[Stored data entries]
--- START ---

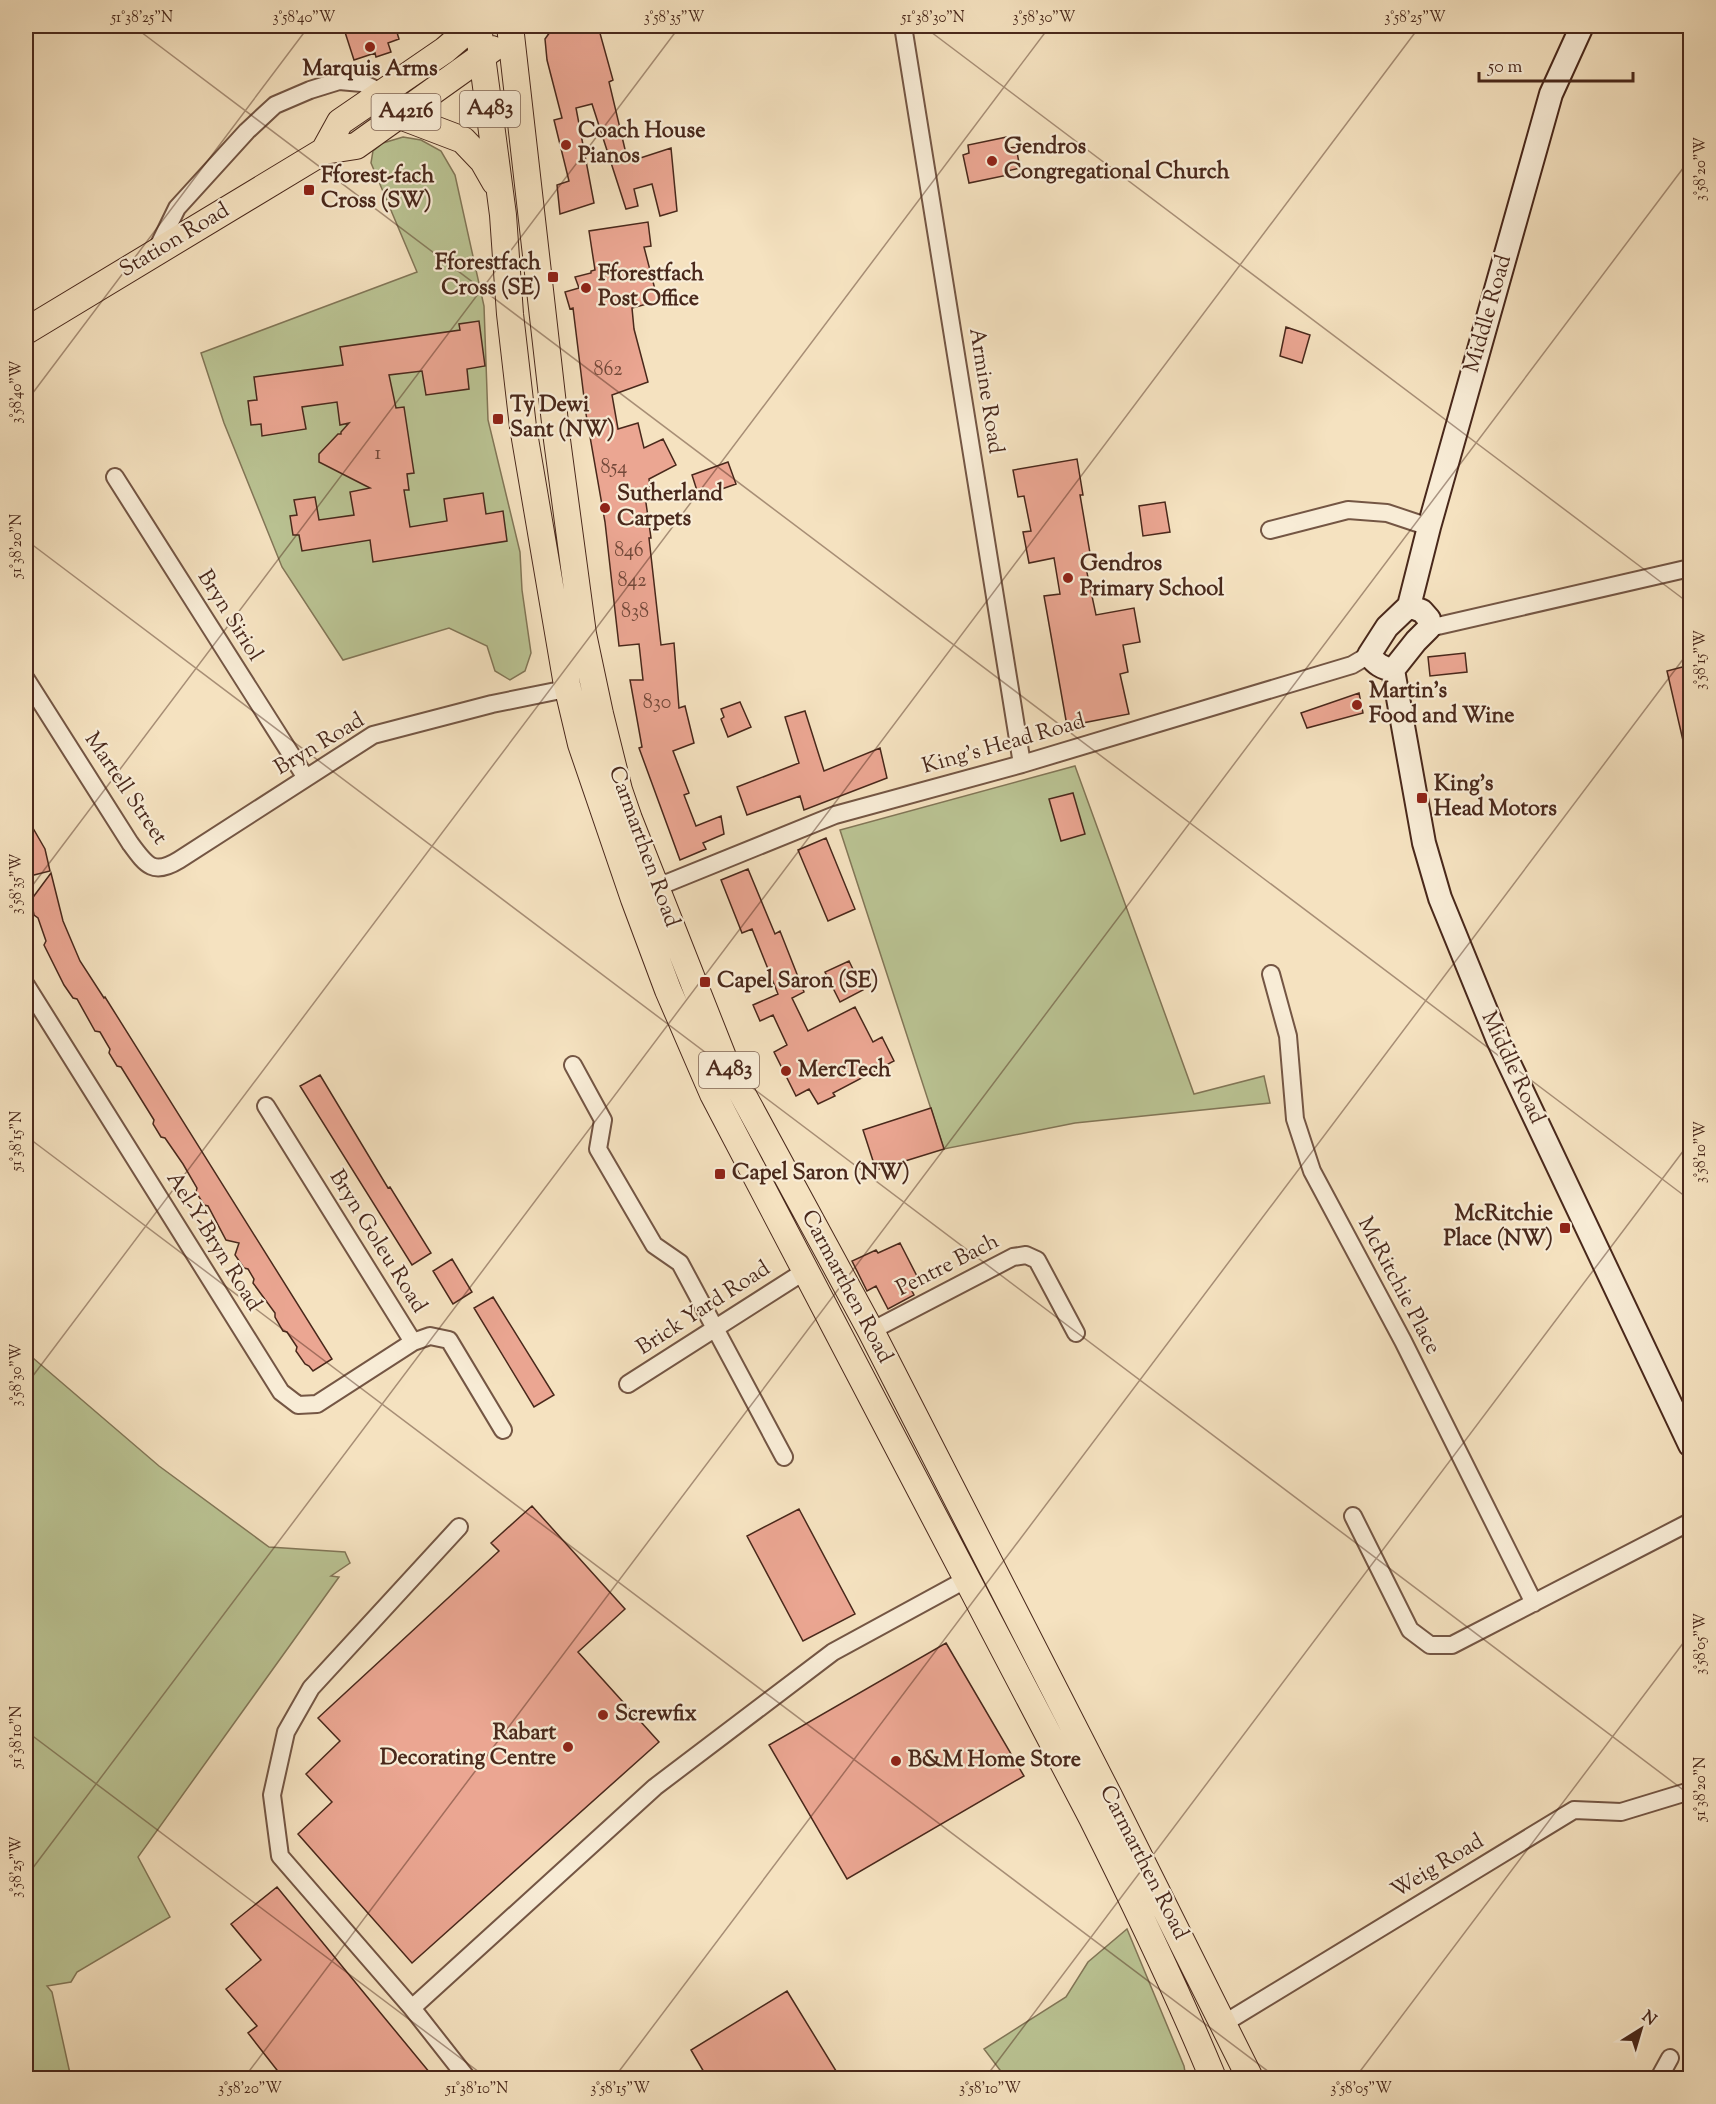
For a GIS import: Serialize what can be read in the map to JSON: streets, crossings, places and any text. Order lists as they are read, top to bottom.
{
  "streets": {
    "main road": [
      "A483",
      "A4216",
      "Station Road",
      "Carmarthen Road"
    ],
    "street": [
      "Middle Road",
      "Armine Road",
      "Bryn Siriol",
      "Bryn Road",
      "King's Head Road",
      "Martell Street",
      "Ael-Y-Bryn Road",
      "Bryn Goleu Road",
      "Pentre Bach",
      "McRitchie Place",
      "Brick Yard Road",
      "Weig Road"
    ]
  },
  "crossings": [
    ["A4216", "Station Road"],
    ["Station Road", "Carmarthen Road"],
    ["Armine Road", "King's Head Road"],
    ["Bryn Siriol", "Bryn Road"],
    ["Bryn Road", "Martell Street"],
    ["Bryn Road", "Carmarthen Road"],
    ["King's Head Road", "Carmarthen Road"],
    ["Carmarthen Road", "Pentre Bach"],
    ["Carmarthen Road", "Brick Yard Road"],
    ["Carmarthen Road", "Weig Road"],
    ["Ael-Y-Bryn Road", "Bryn Goleu Road"]
  ],
  "places": {
    "other": [
      "Marquis Arms",
      "Coach House Pianos",
      "Gendros Congregational Church",
      "Fforestfach Post Office",
      "Sutherland Carpets",
      "Gendros Primary School",
      "Martin's Food and Wine",
      "MercTech",
      "Screwfix",
      "Rabart Decorating Centre",
      "B&M Home Store"
    ],
    "transit": [
      "Fforest-fach Cross (SW)",
      "Fforestfach Cross (SE)",
      "Ty Dewi Sant (NW)",
      "King's Head Motors",
      "Capel Saron (SE)",
      "Capel Saron (NW)",
      "McRitchie Place (NW)"
    ]
  },
  "house_numbers": [
    "862",
    "1",
    "854",
    "846",
    "842",
    "838",
    "830"
  ],
  "scale_bar": "50 m",
  "north": "top right",
  "coordinates": [
    "51°38'25\"N",
    "3°58'40\"W",
    "3°58'35\"W",
    "51°38'30\"N",
    "3°58'30\"W",
    "3°58'25\"W",
    "3°58'20\"W",
    "51°38'20\"N",
    "3°58'15\"W",
    "51°38'15\"N",
    "3°58'10\"W",
    "3°58'05\"W",
    "51°38'10\"N"
  ]
}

--- END ---

What is expected:
All of the data, minus its pictures, should be repeated exactly.

Your response:
For a GIS import: Serialize what can be read in the map to JSON: streets, crossings, places and any text. Order lists as they are read, top to bottom.
{
  "streets": {
    "main road": [
      "A483",
      "A4216",
      "Station Road",
      "Carmarthen Road"
    ],
    "street": [
      "Middle Road",
      "Armine Road",
      "Bryn Siriol",
      "Bryn Road",
      "King's Head Road",
      "Martell Street",
      "Ael-Y-Bryn Road",
      "Bryn Goleu Road",
      "Pentre Bach",
      "McRitchie Place",
      "Brick Yard Road",
      "Weig Road"
    ]
  },
  "crossings": [
    ["A4216", "Station Road"],
    ["Station Road", "Carmarthen Road"],
    ["Armine Road", "King's Head Road"],
    ["Bryn Siriol", "Bryn Road"],
    ["Bryn Road", "Martell Street"],
    ["Bryn Road", "Carmarthen Road"],
    ["King's Head Road", "Carmarthen Road"],
    ["Carmarthen Road", "Pentre Bach"],
    ["Carmarthen Road", "Brick Yard Road"],
    ["Carmarthen Road", "Weig Road"],
    ["Ael-Y-Bryn Road", "Bryn Goleu Road"]
  ],
  "places": {
    "other": [
      "Marquis Arms",
      "Coach House Pianos",
      "Gendros Congregational Church",
      "Fforestfach Post Office",
      "Sutherland Carpets",
      "Gendros Primary School",
      "Martin's Food and Wine",
      "MercTech",
      "Screwfix",
      "Rabart Decorating Centre",
      "B&M Home Store"
    ],
    "transit": [
      "Fforest-fach Cross (SW)",
      "Fforestfach Cross (SE)",
      "Ty Dewi Sant (NW)",
      "King's Head Motors",
      "Capel Saron (SE)",
      "Capel Saron (NW)",
      "McRitchie Place (NW)"
    ]
  },
  "house_numbers": [
    "862",
    "1",
    "854",
    "846",
    "842",
    "838",
    "830"
  ],
  "scale_bar": "50 m",
  "north": "top right",
  "coordinates": [
    "51°38'25\"N",
    "3°58'40\"W",
    "3°58'35\"W",
    "51°38'30\"N",
    "3°58'30\"W",
    "3°58'25\"W",
    "3°58'20\"W",
    "51°38'20\"N",
    "3°58'15\"W",
    "51°38'15\"N",
    "3°58'10\"W",
    "3°58'05\"W",
    "51°38'10\"N"
  ]
}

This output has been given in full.